YOUR ASSIGNMENT:
Transcribe all the entries that follow, leaving nothing out.

ENTRIES PROVIDED:
# # # # #

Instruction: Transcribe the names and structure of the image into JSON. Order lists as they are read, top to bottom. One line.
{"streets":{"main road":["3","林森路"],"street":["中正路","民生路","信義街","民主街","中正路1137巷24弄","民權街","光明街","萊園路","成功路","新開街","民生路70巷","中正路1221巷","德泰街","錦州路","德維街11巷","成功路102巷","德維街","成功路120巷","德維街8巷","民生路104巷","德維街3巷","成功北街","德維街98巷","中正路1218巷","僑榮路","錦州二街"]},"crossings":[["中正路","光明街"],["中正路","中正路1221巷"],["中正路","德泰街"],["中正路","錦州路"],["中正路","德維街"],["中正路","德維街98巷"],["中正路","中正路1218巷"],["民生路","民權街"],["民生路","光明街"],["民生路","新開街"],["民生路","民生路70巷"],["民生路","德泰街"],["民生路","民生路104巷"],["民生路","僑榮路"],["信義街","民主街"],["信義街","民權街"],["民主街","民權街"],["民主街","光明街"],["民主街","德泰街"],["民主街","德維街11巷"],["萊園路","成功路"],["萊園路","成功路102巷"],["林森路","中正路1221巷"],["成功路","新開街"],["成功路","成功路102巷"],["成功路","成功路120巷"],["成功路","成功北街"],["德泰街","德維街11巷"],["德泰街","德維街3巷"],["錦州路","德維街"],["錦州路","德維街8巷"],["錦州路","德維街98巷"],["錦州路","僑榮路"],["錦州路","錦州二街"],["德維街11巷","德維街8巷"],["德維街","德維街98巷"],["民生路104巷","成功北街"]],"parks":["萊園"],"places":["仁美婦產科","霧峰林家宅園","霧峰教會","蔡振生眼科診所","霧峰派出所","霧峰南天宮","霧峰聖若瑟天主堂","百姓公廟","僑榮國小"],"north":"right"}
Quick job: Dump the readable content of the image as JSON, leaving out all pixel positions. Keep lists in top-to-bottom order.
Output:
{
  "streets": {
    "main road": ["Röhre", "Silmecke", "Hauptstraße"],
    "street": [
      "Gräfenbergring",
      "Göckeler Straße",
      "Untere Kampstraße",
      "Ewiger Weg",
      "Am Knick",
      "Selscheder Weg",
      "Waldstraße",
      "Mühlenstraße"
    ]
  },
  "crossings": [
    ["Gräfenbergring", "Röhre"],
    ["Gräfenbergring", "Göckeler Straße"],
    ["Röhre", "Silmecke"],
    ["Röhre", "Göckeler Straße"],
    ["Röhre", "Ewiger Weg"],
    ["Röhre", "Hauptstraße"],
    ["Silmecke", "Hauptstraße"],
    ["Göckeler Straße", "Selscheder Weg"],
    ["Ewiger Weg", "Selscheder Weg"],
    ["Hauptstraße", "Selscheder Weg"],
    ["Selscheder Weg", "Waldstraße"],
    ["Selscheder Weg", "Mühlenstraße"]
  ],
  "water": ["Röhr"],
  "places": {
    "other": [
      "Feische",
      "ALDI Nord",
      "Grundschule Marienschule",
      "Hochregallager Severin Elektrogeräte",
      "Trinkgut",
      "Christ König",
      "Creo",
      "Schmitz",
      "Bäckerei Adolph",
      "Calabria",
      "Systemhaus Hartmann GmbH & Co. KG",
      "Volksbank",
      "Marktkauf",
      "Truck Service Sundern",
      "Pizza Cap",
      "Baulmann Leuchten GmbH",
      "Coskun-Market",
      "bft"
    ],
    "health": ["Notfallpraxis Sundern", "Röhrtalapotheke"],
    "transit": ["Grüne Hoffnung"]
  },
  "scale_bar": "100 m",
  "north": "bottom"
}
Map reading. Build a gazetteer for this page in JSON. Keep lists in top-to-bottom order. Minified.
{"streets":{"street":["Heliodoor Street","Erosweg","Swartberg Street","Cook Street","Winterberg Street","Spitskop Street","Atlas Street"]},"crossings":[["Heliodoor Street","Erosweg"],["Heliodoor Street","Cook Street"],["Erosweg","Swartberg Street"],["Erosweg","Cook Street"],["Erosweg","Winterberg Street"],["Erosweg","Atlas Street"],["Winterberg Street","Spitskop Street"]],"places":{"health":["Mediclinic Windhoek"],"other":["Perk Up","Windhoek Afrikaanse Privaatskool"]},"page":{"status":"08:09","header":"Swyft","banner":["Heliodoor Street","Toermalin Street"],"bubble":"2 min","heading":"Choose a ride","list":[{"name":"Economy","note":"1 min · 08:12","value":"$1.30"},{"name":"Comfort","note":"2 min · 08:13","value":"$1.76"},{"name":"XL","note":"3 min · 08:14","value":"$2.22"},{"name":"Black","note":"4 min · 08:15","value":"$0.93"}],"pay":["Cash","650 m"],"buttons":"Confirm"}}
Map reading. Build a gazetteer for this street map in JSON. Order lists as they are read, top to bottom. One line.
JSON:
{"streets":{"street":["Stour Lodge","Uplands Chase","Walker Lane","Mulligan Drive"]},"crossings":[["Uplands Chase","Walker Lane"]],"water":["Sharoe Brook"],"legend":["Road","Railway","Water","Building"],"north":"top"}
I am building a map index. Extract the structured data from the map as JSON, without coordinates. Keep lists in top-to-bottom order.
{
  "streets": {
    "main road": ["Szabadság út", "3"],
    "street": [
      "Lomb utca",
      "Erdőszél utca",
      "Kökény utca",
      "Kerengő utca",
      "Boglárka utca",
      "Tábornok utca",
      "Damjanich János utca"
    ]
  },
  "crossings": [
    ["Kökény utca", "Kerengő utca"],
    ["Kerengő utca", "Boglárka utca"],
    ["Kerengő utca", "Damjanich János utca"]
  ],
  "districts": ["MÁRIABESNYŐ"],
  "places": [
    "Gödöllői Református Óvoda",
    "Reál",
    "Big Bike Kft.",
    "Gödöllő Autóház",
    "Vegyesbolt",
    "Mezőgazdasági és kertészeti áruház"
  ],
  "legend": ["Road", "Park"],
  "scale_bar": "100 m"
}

# # # # #

TASK ANSWER:
Instruction: Transcribe the names and structure of the image into JSON. Order lists as they are read, top to bottom. One line.
{"streets":{"main road":["3","林森路"],"street":["中正路","民生路","信義街","民主街","中正路1137巷24弄","民權街","光明街","萊園路","成功路","新開街","民生路70巷","中正路1221巷","德泰街","錦州路","德維街11巷","成功路102巷","德維街","成功路120巷","德維街8巷","民生路104巷","德維街3巷","成功北街","德維街98巷","中正路1218巷","僑榮路","錦州二街"]},"crossings":[["中正路","光明街"],["中正路","中正路1221巷"],["中正路","德泰街"],["中正路","錦州路"],["中正路","德維街"],["中正路","德維街98巷"],["中正路","中正路1218巷"],["民生路","民權街"],["民生路","光明街"],["民生路","新開街"],["民生路","民生路70巷"],["民生路","德泰街"],["民生路","民生路104巷"],["民生路","僑榮路"],["信義街","民主街"],["信義街","民權街"],["民主街","民權街"],["民主街","光明街"],["民主街","德泰街"],["民主街","德維街11巷"],["萊園路","成功路"],["萊園路","成功路102巷"],["林森路","中正路1221巷"],["成功路","新開街"],["成功路","成功路102巷"],["成功路","成功路120巷"],["成功路","成功北街"],["德泰街","德維街11巷"],["德泰街","德維街3巷"],["錦州路","德維街"],["錦州路","德維街8巷"],["錦州路","德維街98巷"],["錦州路","僑榮路"],["錦州路","錦州二街"],["德維街11巷","德維街8巷"],["德維街","德維街98巷"],["民生路104巷","成功北街"]],"parks":["萊園"],"places":["仁美婦產科","霧峰林家宅園","霧峰教會","蔡振生眼科診所","霧峰派出所","霧峰南天宮","霧峰聖若瑟天主堂","百姓公廟","僑榮國小"],"north":"right"}
Quick job: Dump the readable content of the image as JSON, leaving out all pixel positions. Keep lists in top-to-bottom order.
Output:
{
  "streets": {
    "main road": ["Röhre", "Silmecke", "Hauptstraße"],
    "street": [
      "Gräfenbergring",
      "Göckeler Straße",
      "Untere Kampstraße",
      "Ewiger Weg",
      "Am Knick",
      "Selscheder Weg",
      "Waldstraße",
      "Mühlenstraße"
    ]
  },
  "crossings": [
    ["Gräfenbergring", "Röhre"],
    ["Gräfenbergring", "Göckeler Straße"],
    ["Röhre", "Silmecke"],
    ["Röhre", "Göckeler Straße"],
    ["Röhre", "Ewiger Weg"],
    ["Röhre", "Hauptstraße"],
    ["Silmecke", "Hauptstraße"],
    ["Göckeler Straße", "Selscheder Weg"],
    ["Ewiger Weg", "Selscheder Weg"],
    ["Hauptstraße", "Selscheder Weg"],
    ["Selscheder Weg", "Waldstraße"],
    ["Selscheder Weg", "Mühlenstraße"]
  ],
  "water": ["Röhr"],
  "places": {
    "other": [
      "Feische",
      "ALDI Nord",
      "Grundschule Marienschule",
      "Hochregallager Severin Elektrogeräte",
      "Trinkgut",
      "Christ König",
      "Creo",
      "Schmitz",
      "Bäckerei Adolph",
      "Calabria",
      "Systemhaus Hartmann GmbH & Co. KG",
      "Volksbank",
      "Marktkauf",
      "Truck Service Sundern",
      "Pizza Cap",
      "Baulmann Leuchten GmbH",
      "Coskun-Market",
      "bft"
    ],
    "health": ["Notfallpraxis Sundern", "Röhrtalapotheke"],
    "transit": ["Grüne Hoffnung"]
  },
  "scale_bar": "100 m",
  "north": "bottom"
}
Map reading. Build a gazetteer for this page in JSON. Keep lists in top-to-bottom order. Minified.
{"streets":{"street":["Heliodoor Street","Erosweg","Swartberg Street","Cook Street","Winterberg Street","Spitskop Street","Atlas Street"]},"crossings":[["Heliodoor Street","Erosweg"],["Heliodoor Street","Cook Street"],["Erosweg","Swartberg Street"],["Erosweg","Cook Street"],["Erosweg","Winterberg Street"],["Erosweg","Atlas Street"],["Winterberg Street","Spitskop Street"]],"places":{"health":["Mediclinic Windhoek"],"other":["Perk Up","Windhoek Afrikaanse Privaatskool"]},"page":{"status":"08:09","header":"Swyft","banner":["Heliodoor Street","Toermalin Street"],"bubble":"2 min","heading":"Choose a ride","list":[{"name":"Economy","note":"1 min · 08:12","value":"$1.30"},{"name":"Comfort","note":"2 min · 08:13","value":"$1.76"},{"name":"XL","note":"3 min · 08:14","value":"$2.22"},{"name":"Black","note":"4 min · 08:15","value":"$0.93"}],"pay":["Cash","650 m"],"buttons":"Confirm"}}
Map reading. Build a gazetteer for this street map in JSON. Order lists as they are read, top to bottom. One line.
JSON:
{"streets":{"street":["Stour Lodge","Uplands Chase","Walker Lane","Mulligan Drive"]},"crossings":[["Uplands Chase","Walker Lane"]],"water":["Sharoe Brook"],"legend":["Road","Railway","Water","Building"],"north":"top"}
I am building a map index. Extract the structured data from the map as JSON, without coordinates. Keep lists in top-to-bottom order.
{
  "streets": {
    "main road": ["Szabadság út", "3"],
    "street": [
      "Lomb utca",
      "Erdőszél utca",
      "Kökény utca",
      "Kerengő utca",
      "Boglárka utca",
      "Tábornok utca",
      "Damjanich János utca"
    ]
  },
  "crossings": [
    ["Kökény utca", "Kerengő utca"],
    ["Kerengő utca", "Boglárka utca"],
    ["Kerengő utca", "Damjanich János utca"]
  ],
  "districts": ["MÁRIABESNYŐ"],
  "places": [
    "Gödöllői Református Óvoda",
    "Reál",
    "Big Bike Kft.",
    "Gödöllő Autóház",
    "Vegyesbolt",
    "Mezőgazdasági és kertészeti áruház"
  ],
  "legend": ["Road", "Park"],
  "scale_bar": "100 m"
}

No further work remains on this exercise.